Overview: After humanity is nearly destroyed by an alien invasion, a young boy is trained and conditioned to lead a futuristic military in defense against an assumed second attack. Summit Entertainment; PG-13; 114 Minutes.
The Standard: As an English undergrad, I lost friends to my conviction that some movies improve upon their literary source material (The Shining, One Flew Over the Cuckoo’s Nest, Silver Linings Playbook to name a few). So I feel far less controversial in my assertion that it is fair practice to compare the quality of a movie against the written story/novel from which it was adapted. That comparison does not bode well for Ender’s Game.
Ender: Instead of a boy who moves from basic toddler to teen, surrendering the most important stretch of his life, we are left with a single actor, Asa Butterfield, who can exhibit as much acting ability as he would like, but can not transform from a sixteen year old to a four year old. The book is built upon that detailed and recorded loss of Ender’s innocence, which is not measured or observed in the movie. There is no judgment on Ender’s society’s necessitating that his exceptionality renders him a government tool. Where the young adult novel opens explorations of Nietzschean Superman philosophy, civil debates on the cost of military victory, and a biological essay on the definition and role of compassion—the movie just nods in these directions and shies away into its battlerooms.
Battlerooms: It’s hard to judge the application of CGI within the school’s battlerooms (and the bugger fleet, for that matter). It’s all floating geometric shapes allegedly dictated by hard space physics. I was hoping there might be a little more imagination applied here (certainly the book allows wiggle room with its minimized descriptors), but young viewers might appreciate the aesthetic, particularly those new to 3D.

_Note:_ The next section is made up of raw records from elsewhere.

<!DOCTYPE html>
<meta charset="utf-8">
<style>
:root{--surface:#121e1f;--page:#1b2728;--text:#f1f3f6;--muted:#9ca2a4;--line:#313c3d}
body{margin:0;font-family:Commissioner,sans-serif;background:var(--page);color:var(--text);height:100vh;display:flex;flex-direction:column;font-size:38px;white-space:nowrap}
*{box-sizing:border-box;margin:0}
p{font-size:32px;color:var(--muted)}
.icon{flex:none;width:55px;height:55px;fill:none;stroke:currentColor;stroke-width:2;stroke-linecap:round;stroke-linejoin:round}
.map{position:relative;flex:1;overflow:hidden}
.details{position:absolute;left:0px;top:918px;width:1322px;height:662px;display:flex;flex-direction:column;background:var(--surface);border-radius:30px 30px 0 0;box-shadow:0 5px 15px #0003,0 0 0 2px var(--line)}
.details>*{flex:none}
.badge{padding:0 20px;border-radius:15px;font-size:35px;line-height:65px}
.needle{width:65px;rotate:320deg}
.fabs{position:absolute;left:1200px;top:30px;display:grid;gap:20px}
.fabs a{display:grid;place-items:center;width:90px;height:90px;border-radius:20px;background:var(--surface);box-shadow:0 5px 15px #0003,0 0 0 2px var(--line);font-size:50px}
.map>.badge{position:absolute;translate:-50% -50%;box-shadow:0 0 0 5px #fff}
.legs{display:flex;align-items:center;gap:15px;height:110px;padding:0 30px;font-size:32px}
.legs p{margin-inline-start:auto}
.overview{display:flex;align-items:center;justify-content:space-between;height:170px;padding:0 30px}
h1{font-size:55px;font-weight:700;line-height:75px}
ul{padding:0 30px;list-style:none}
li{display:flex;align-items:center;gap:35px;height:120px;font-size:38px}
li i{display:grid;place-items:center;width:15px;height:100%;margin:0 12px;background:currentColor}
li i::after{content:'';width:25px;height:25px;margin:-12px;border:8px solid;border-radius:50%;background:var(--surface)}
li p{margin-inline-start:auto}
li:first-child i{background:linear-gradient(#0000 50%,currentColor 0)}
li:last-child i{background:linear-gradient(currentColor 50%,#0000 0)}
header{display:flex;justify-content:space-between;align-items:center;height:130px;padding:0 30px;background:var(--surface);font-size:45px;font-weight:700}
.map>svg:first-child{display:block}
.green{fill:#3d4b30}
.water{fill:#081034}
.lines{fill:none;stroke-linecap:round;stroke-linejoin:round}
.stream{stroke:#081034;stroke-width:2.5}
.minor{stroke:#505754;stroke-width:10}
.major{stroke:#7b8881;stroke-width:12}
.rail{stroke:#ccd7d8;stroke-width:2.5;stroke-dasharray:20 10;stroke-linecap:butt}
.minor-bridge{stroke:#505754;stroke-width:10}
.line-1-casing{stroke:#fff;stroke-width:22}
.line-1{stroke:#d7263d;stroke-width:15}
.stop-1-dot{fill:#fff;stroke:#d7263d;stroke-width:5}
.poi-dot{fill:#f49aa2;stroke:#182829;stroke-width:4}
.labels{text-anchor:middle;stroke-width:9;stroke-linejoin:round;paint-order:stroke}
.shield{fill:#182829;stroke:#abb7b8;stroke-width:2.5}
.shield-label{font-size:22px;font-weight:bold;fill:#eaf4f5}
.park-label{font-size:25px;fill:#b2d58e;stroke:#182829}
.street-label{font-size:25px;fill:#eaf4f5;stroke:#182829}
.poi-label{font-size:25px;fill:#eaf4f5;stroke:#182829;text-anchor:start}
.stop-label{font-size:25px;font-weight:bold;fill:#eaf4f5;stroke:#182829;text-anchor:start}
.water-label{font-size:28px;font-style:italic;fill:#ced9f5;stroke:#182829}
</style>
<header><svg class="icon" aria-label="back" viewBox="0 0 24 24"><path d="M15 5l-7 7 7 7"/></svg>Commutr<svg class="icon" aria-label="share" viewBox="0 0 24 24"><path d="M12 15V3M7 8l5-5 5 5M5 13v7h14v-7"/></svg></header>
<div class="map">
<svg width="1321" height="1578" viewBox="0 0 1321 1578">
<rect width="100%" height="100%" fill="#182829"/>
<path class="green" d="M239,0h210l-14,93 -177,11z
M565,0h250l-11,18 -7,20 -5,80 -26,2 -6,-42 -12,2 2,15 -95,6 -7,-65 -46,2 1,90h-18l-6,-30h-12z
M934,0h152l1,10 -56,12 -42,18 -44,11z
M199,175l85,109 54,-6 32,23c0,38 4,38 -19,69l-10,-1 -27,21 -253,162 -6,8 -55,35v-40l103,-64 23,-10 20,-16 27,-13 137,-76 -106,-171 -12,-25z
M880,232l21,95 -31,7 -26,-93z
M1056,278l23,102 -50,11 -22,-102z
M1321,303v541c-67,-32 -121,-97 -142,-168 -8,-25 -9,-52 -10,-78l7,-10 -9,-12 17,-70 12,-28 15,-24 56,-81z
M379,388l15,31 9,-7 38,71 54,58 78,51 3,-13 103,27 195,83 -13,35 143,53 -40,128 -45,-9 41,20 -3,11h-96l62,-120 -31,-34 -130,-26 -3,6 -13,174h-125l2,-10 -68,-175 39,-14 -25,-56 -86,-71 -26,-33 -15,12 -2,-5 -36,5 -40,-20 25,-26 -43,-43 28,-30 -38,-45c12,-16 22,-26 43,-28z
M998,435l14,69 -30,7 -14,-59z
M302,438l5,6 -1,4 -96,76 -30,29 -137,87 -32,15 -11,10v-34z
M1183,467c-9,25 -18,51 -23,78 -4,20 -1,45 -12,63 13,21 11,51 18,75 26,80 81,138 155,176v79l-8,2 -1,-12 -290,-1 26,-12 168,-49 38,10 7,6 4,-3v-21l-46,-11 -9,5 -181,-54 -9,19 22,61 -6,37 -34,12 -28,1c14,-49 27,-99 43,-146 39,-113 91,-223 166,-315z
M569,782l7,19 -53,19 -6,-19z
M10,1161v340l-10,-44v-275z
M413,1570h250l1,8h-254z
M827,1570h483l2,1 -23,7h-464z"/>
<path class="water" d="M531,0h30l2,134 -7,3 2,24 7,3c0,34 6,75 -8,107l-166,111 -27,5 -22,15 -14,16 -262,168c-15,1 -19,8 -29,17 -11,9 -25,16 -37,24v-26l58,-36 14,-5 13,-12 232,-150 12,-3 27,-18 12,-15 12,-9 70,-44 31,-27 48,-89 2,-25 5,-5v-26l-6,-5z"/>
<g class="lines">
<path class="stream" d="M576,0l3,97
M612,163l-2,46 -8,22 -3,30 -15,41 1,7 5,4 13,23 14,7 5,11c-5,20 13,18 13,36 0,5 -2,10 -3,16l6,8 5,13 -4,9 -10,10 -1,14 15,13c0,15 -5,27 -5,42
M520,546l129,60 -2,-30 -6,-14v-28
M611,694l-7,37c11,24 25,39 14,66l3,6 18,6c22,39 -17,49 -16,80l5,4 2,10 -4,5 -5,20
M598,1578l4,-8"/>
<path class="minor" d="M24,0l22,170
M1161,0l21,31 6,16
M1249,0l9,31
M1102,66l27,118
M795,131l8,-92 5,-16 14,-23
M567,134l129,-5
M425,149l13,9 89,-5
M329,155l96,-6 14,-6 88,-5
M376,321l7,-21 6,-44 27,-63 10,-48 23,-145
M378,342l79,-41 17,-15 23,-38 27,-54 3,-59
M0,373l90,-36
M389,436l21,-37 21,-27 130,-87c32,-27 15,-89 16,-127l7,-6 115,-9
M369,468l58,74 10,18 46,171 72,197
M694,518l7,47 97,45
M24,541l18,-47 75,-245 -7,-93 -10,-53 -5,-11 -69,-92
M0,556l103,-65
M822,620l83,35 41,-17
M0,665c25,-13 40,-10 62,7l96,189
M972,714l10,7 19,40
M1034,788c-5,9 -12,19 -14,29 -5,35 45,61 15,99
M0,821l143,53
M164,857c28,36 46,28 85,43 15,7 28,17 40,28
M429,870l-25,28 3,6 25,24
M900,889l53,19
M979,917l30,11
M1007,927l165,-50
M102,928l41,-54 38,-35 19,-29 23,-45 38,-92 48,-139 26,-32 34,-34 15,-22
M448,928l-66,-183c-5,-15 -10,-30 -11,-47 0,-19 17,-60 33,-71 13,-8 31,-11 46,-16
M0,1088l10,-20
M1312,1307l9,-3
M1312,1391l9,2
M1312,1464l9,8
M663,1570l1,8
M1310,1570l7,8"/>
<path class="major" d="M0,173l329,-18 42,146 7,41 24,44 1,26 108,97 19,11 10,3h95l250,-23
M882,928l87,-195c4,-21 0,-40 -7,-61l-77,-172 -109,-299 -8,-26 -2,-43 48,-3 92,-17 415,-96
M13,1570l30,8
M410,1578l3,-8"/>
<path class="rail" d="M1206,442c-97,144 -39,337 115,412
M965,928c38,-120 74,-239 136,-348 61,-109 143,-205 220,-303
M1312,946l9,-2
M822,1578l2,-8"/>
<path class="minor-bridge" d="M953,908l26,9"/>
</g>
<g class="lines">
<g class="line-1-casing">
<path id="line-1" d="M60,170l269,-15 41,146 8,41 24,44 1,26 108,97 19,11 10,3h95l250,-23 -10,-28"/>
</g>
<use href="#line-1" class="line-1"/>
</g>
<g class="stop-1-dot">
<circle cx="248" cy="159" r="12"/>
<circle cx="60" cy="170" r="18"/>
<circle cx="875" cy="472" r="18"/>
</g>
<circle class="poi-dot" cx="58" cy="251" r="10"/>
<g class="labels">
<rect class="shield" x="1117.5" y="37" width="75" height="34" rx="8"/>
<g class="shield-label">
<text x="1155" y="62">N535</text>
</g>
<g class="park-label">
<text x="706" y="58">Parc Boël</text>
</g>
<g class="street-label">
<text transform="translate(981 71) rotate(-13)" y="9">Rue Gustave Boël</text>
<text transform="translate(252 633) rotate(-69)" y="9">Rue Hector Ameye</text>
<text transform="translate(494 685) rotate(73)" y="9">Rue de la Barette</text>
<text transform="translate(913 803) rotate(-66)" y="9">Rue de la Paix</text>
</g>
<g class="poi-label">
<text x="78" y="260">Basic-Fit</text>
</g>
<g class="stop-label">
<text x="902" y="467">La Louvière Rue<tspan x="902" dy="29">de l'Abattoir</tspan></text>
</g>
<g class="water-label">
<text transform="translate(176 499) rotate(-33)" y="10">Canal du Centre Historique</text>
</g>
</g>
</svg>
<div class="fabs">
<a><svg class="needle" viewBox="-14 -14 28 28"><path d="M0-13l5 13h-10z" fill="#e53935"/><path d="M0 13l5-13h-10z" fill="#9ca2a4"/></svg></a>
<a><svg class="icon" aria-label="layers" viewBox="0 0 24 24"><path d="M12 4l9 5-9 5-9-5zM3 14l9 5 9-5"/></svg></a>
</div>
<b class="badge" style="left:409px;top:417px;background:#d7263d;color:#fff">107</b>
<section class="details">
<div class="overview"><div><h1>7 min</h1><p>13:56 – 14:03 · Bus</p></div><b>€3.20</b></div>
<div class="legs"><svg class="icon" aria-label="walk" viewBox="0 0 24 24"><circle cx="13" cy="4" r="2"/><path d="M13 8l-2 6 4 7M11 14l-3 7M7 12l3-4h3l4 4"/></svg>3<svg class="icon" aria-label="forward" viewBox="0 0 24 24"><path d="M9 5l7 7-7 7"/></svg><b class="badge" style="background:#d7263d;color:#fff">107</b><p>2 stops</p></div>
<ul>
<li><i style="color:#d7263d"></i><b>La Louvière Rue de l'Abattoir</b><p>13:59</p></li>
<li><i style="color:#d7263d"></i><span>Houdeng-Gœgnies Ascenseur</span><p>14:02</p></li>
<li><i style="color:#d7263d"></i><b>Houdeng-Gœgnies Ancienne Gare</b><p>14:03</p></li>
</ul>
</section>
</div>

Team Dragon: I hope the critical community has the good sense to call out the clumsy and comic intensity that Ben Kingsley provides in a misguided effort. Moises Arias gives the most successful performance as Bonzo, an antagonistic and contemptible school rival, which may be more insult than compliment since he is unlikable primarily because he has a weasel face. Hailee Steinfeld will undoubtedly have more success in better movies, but she shows glimpses of future stardom here. The movie can not keep up with the dramatic intensity of Viola Davis, and that’s a shame. But possibly the most noteworthy aspect of this movie is the placement of the Harrison Ford cutout placed on set as Colonel Graff. He’s been mailing it in for almost two decades! Why do we still grant him superstar status? Is it the smirk? It’s the smirk, isn’t it?
Overall: The poignancy of Ender’s story is stifled by a condensed chronology and casting limitations. The movie is absolutely forgettable, so skip it. Do the world and yourself a favor and don’t send any of your money in the direction of that hate-filled prick Orson Scott Card.